ANAHEIM DUCKS RED HOT
1st Chair: Jean-Sebastien Giguere
2nd Chair: Jonas Hiller
Skinny: The Ducks liked what they saw of Giguere in a 4-2 loss in Nashville (one empty-netter allowed), so they went right back to him Saturday and were rewarded with a 2-1 win. We know he's traditionally a strong finisher (2.27, .922 career after the AS break), so if he's past those mental issues then we can once again start him with confidence. Hiller remains a necessary handcuff, of course.

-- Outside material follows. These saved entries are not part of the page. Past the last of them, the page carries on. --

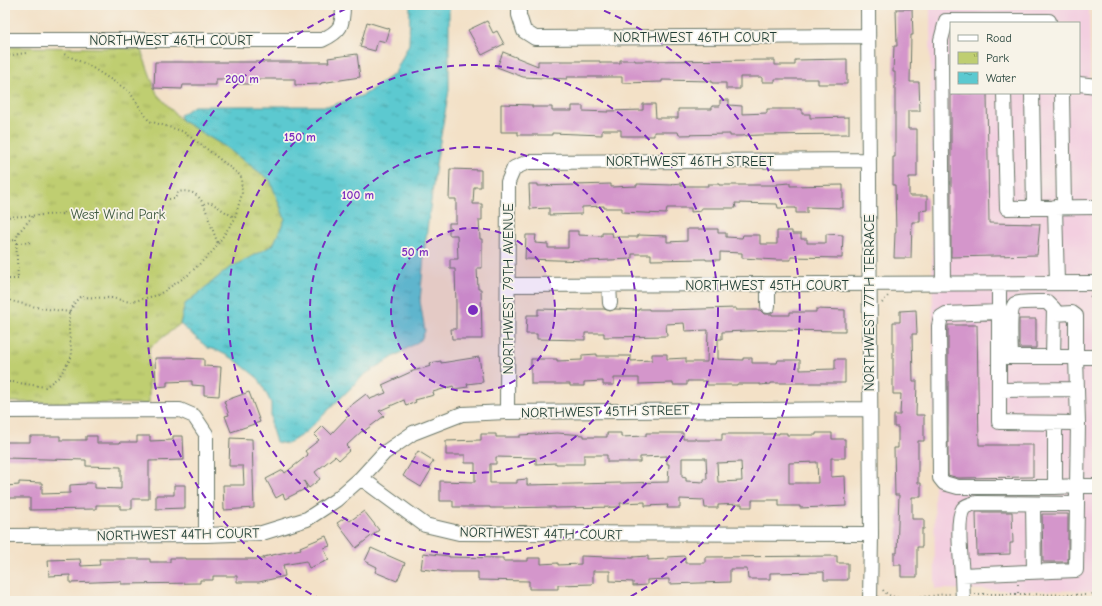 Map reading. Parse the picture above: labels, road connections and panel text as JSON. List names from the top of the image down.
{
  "streets": {
    "street": [
      "NORTHWEST 46TH COURT",
      "NORTHWEST 46TH STREET",
      "NORTHWEST 45TH COURT",
      "NORTHWEST 79TH AVENUE",
      "NORTHWEST 77TH TERRACE",
      "NORTHWEST 45TH STREET",
      "NORTHWEST 44TH COURT"
    ]
  },
  "crossings": [
    ["NORTHWEST 46TH COURT", "NORTHWEST 77TH TERRACE"],
    ["NORTHWEST 46TH STREET", "NORTHWEST 79TH AVENUE"],
    ["NORTHWEST 46TH STREET", "NORTHWEST 77TH TERRACE"],
    ["NORTHWEST 45TH COURT", "NORTHWEST 79TH AVENUE"],
    ["NORTHWEST 45TH COURT", "NORTHWEST 77TH TERRACE"],
    ["NORTHWEST 79TH AVENUE", "NORTHWEST 45TH STREET"],
    ["NORTHWEST 77TH TERRACE", "NORTHWEST 45TH STREET"],
    ["NORTHWEST 77TH TERRACE", "NORTHWEST 44TH COURT"],
    ["NORTHWEST 45TH STREET", "NORTHWEST 44TH COURT"]
  ],
  "parks": ["West Wind Park"],
  "legend": ["Road", "Park", "Water"],
  "rings": [
    "200 m",
    "150 m",
    "100 m",
    "50 m"
  ]
}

PHILADELPHIA FLYERS RED HOT
1st Chair: Antero Niittymaki
2nd Chair: Martin Biron
Skinny: Coach John Stevens doesn't want to call it a controversy, but in explaining matters did acknowledge that Niittymaki will continue to get time in net if he continues to play well. Biron is winless in five starts while Niittymaki is 3-1 since the All-Star break.
LOS ANGELES KINGS HOT
1st Chair: Jon Quick
2nd Chair: Erik Ersberg
Skinny: The 29-percent owned Quick was a top-20 goalie over the past month with six wins, a 2.84 goals-against average and a .910 save percentage. Over the past week he actually ranks No. 1 (3 wins, 1.67 GAA, .950 save pct.). He's already been named starter for Tuesday's favorable matchup against the Islanders, so there's short-term value even if you don't buy the long-term forecast.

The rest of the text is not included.